_Supplied records:_
----

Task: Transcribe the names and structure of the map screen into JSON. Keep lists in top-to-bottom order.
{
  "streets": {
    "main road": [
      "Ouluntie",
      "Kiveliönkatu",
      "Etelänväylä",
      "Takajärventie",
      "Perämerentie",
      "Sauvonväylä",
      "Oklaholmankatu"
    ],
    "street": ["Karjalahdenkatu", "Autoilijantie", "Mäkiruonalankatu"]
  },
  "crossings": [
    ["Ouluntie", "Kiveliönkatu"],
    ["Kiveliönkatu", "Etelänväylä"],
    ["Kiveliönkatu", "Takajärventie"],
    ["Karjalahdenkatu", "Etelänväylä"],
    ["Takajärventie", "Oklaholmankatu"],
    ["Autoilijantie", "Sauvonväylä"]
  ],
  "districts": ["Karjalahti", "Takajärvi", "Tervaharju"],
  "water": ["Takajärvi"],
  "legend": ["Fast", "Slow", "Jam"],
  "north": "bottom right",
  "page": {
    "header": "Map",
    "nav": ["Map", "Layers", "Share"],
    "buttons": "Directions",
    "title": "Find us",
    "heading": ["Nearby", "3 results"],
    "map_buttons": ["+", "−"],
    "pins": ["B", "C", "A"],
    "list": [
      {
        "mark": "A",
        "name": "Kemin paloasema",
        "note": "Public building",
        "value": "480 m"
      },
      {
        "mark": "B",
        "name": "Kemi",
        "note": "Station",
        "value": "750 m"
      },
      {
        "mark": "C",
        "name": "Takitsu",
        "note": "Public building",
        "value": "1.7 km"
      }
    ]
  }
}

----

_Assignment:_
Copy down every line of the entries containing the word "Sauvonväylä".

_Answer to the problem:_
      "Sauvonväylä",
    ["Autoilijantie", "Sauvonväylä"]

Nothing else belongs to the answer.